# Galatians 4:24 The TWO Covenants Question? What are they?



## PuritanCovenanter (Aug 30, 2012)

I have a question about this text. 

First off, is an allegory supposed to be a perfect representation? Should it be read similar to that of a parable only taking it as far as the text represents lest we go to far and imply things God never meant to portray. 

I hope I am not a distraction but I have been delving into Galatians lately and this is a text I have been meditating on also. 
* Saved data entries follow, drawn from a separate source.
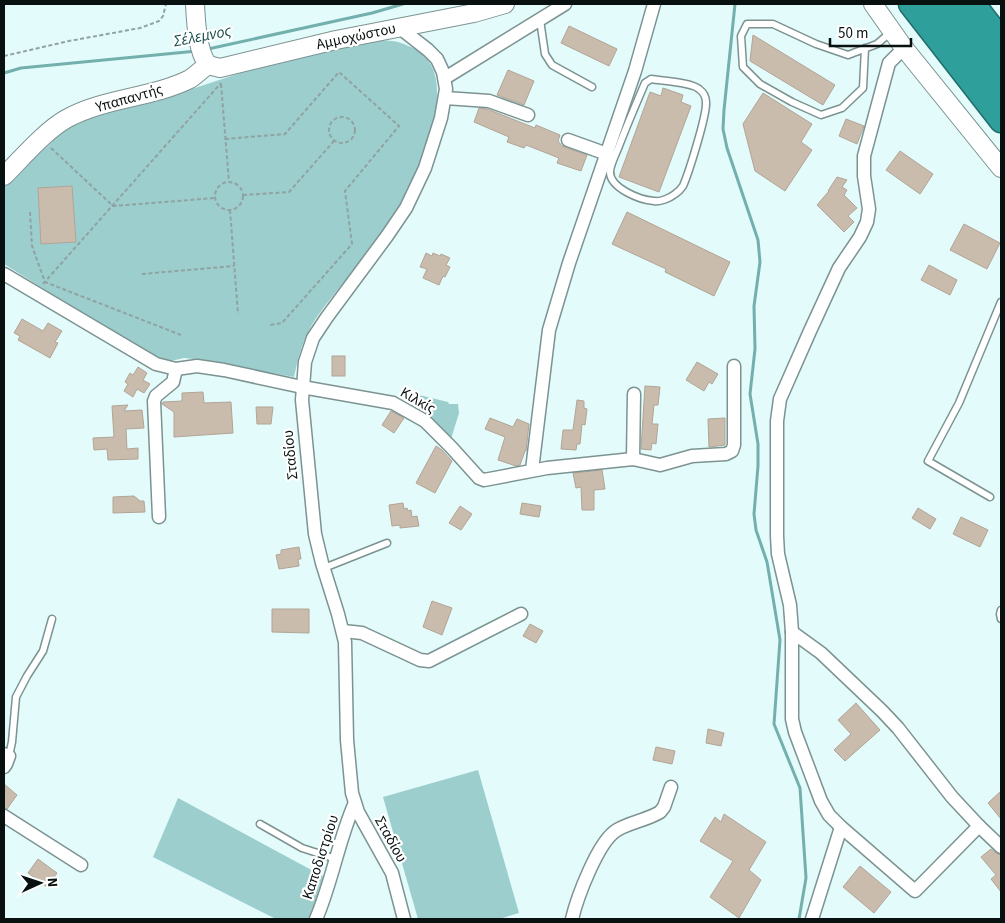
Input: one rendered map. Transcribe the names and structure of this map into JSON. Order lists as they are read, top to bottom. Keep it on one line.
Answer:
{"streets":{"street":["Αμμοχώστου","Υπαπαντής","Κιλκίς","Σταδίου","Καποδιστρίου"]},"crossings":[["Αμμοχώστου","Υπαπαντής"],["Αμμοχώστου","Σταδίου"],["Κιλκίς","Σταδίου"],["Σταδίου","Καποδιστρίου"]],"water":["Σέλεμνος"],"scale_bar":"50 m","north":"right"}
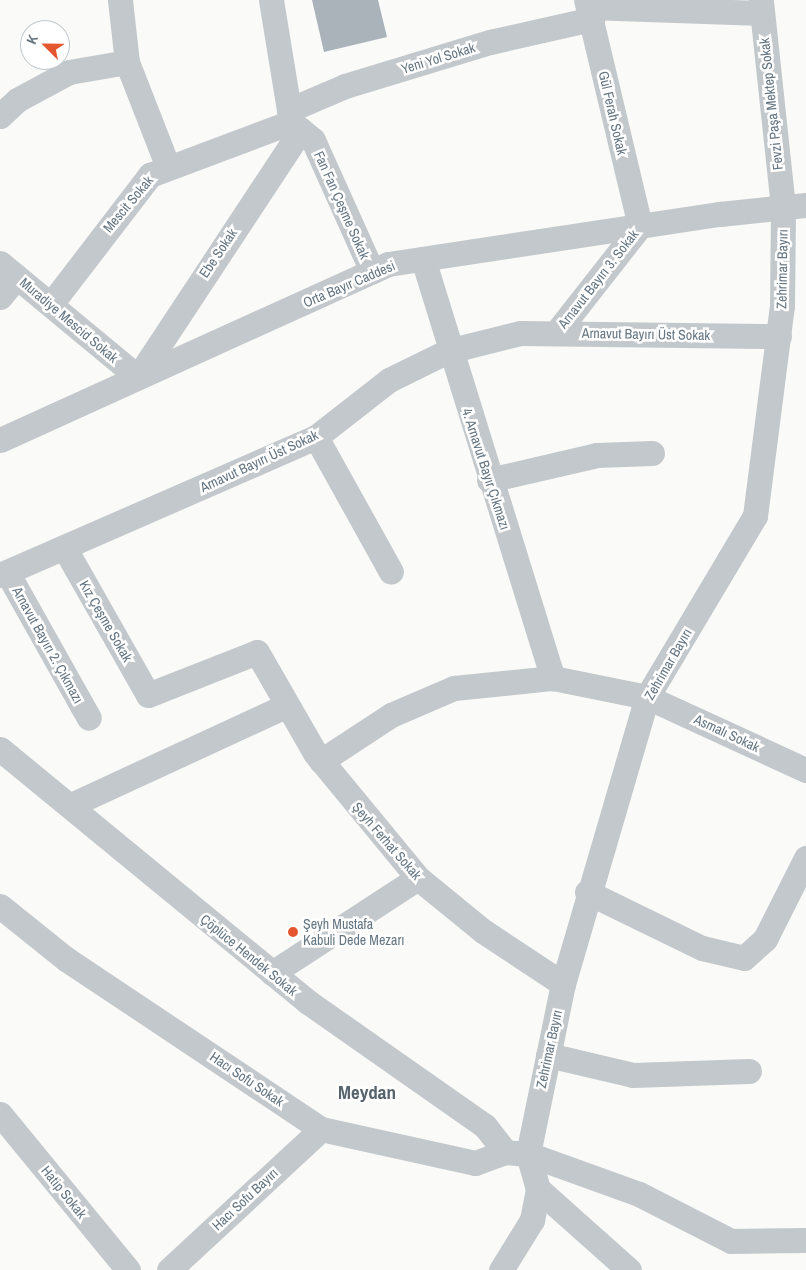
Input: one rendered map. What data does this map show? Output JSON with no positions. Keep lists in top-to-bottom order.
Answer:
{
  "streets": {
    "street": [
      "Yeni Yol Sokak",
      "Fevzi Paşa Mektep Sokak",
      "Gül Ferah Sokak",
      "Mescit Sokak",
      "Fan Fan Çeşme Sokak",
      "Ebe Sokak",
      "Zehrimar Bayırı",
      "Arnavut Bayırı 3. Sokak",
      "Orta Bayır Caddesi",
      "Muradiye Mescid Sokak",
      "Arnavut Bayırı Üst Sokak",
      "4. Arnavut Bayır Çıkmazı",
      "Kız Çeşme Sokak",
      "Arnavut Bayırı 2. Çıkmazı",
      "Asmalı Sokak",
      "Şeyh Ferhat Sokak",
      "Çöplüce Hendek Sokak",
      "Hacı Sofu Sokak",
      "Hatip Sokak",
      "Hacı Sofu Bayırı"
    ]
  },
  "crossings": [
    ["Yeni Yol Sokak", "Fevzi Paşa Mektep Sokak"],
    ["Yeni Yol Sokak", "Gül Ferah Sokak"],
    ["Yeni Yol Sokak", "Mescit Sokak"],
    ["Yeni Yol Sokak", "Fan Fan Çeşme Sokak"],
    ["Yeni Yol Sokak", "Ebe Sokak"],
    ["Fevzi Paşa Mektep Sokak", "Zehrimar Bayırı"],
    ["Fevzi Paşa Mektep Sokak", "Orta Bayır Caddesi"],
    ["Gül Ferah Sokak", "Arnavut Bayırı 3. Sokak"],
    ["Gül Ferah Sokak", "Orta Bayır Caddesi"],
    ["Mescit Sokak", "Fan Fan Çeşme Sokak"],
    ["Mescit Sokak", "Ebe Sokak"],
    ["Mescit Sokak", "Muradiye Mescid Sokak"],
    ["Fan Fan Çeşme Sokak", "Ebe Sokak"],
    ["Fan Fan Çeşme Sokak", "Orta Bayır Caddesi"],
    ["Ebe Sokak", "Orta Bayır Caddesi"],
    ["Ebe Sokak", "Muradiye Mescid Sokak"],
    ["Zehrimar Bayırı", "Orta Bayır Caddesi"],
    ["Zehrimar Bayırı", "Arnavut Bayırı Üst Sokak"],
    ["Zehrimar Bayırı", "Asmalı Sokak"],
    ["Zehrimar Bayırı", "Şeyh Ferhat Sokak"],
    ["Zehrimar Bayırı", "Çöplüce Hendek Sokak"],
    ["Zehrimar Bayırı", "Hacı Sofu Sokak"],
    ["Arnavut Bayırı 3. Sokak", "Orta Bayır Caddesi"],
    ["Arnavut Bayırı 3. Sokak", "Arnavut Bayırı Üst Sokak"],
    ["Orta Bayır Caddesi", "Muradiye Mescid Sokak"],
    ["Orta Bayır Caddesi", "4. Arnavut Bayır Çıkmazı"],
    ["Arnavut Bayırı Üst Sokak", "4. Arnavut Bayır Çıkmazı"],
    ["Arnavut Bayırı Üst Sokak", "Kız Çeşme Sokak"],
    ["Arnavut Bayırı Üst Sokak", "Arnavut Bayırı 2. Çıkmazı"],
    ["4. Arnavut Bayır Çıkmazı", "Asmalı Sokak"],
    ["Kız Çeşme Sokak", "Şeyh Ferhat Sokak"],
    ["Asmalı Sokak", "Şeyh Ferhat Sokak"],
    ["Çöplüce Hendek Sokak", "Hacı Sofu Sokak"],
    ["Hacı Sofu Sokak", "Hacı Sofu Bayırı"]
  ],
  "districts": ["Meydan"],
  "places": ["Şeyh Mustafa Kabuli Dede Mezarı"],
  "north": "top left"
}
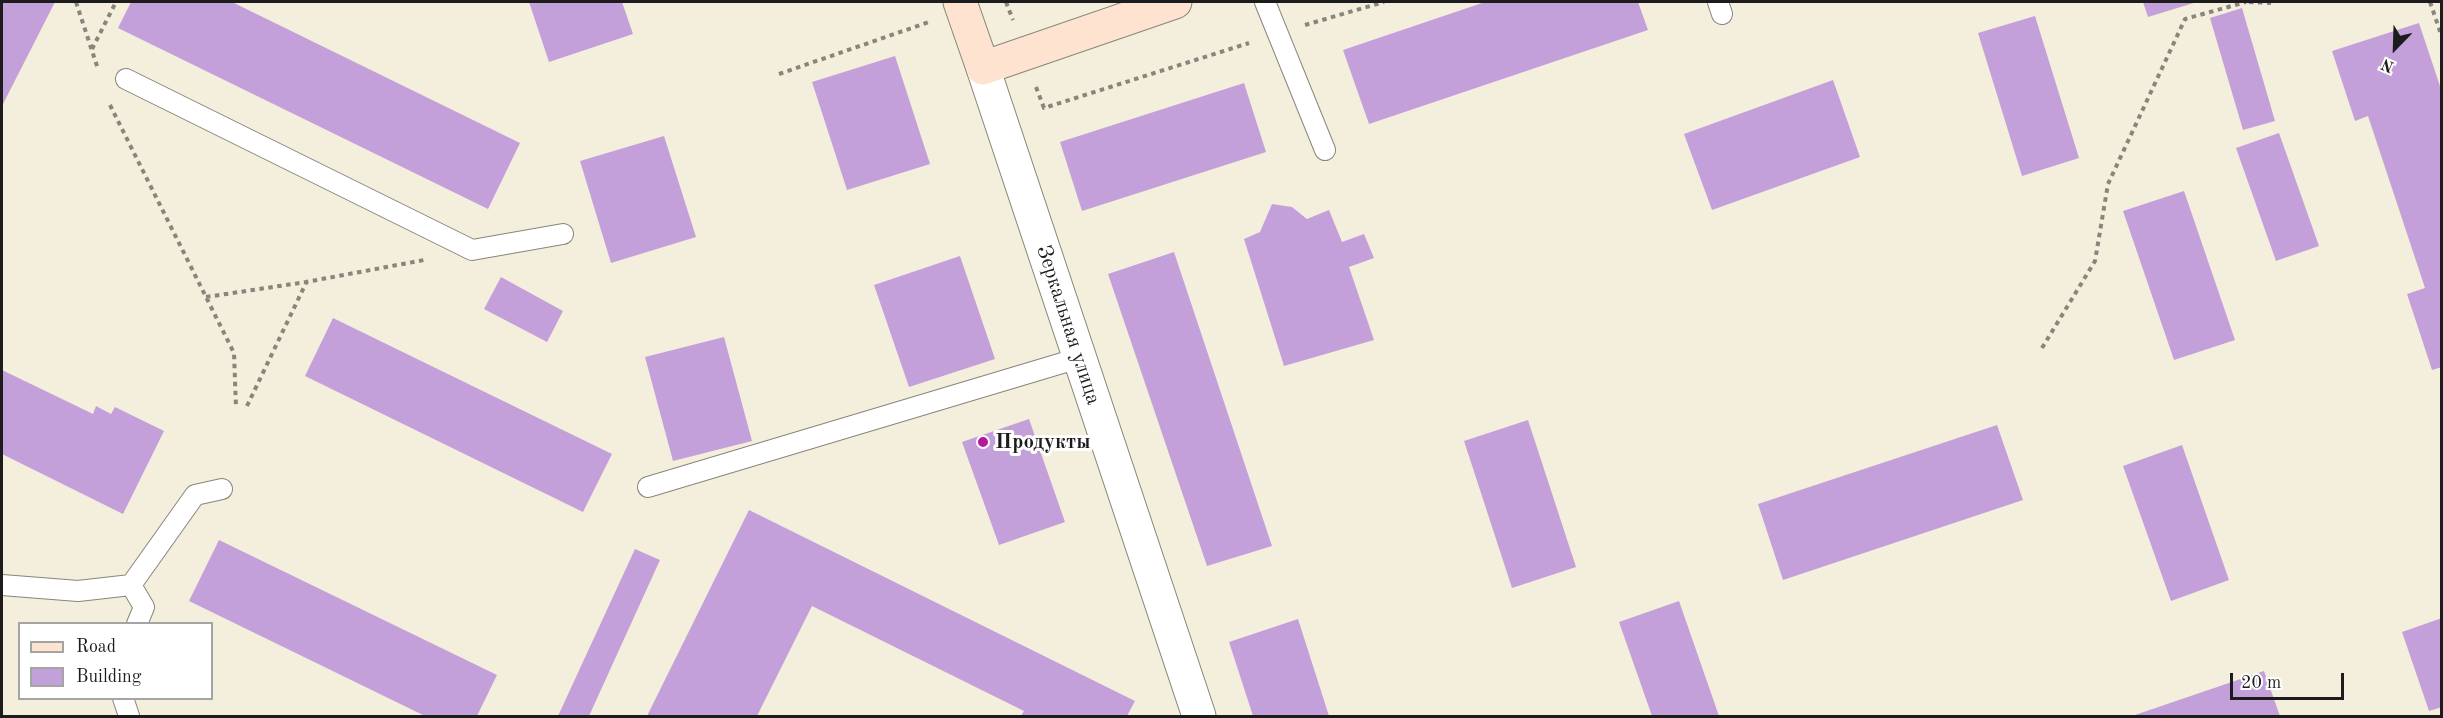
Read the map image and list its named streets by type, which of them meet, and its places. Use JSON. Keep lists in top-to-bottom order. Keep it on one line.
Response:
{"streets":{"street":["Зеркальная улица"]},"places":["Продукты"],"legend":["Road","Building"],"scale_bar":"20 m","north":"bottom left"}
What are the two Covenants referred to here? I use to view them as two covenants that were in the Mosaic Covenant as a Particular (Reformed) Baptist. They were the Covenant of Works and the Covenant of Grace which worked together side by side. But what are they really representative of in this text? Wouldn't they be representative of the Old and New Covenant? The Old would be the one where men were bound (over 600 commandments and ordinances) to shadows and things that point to Christ instead of to Him? The old was a schoolmaster which is hard and the the New was liberating freeing us from the hard schoolmaster? 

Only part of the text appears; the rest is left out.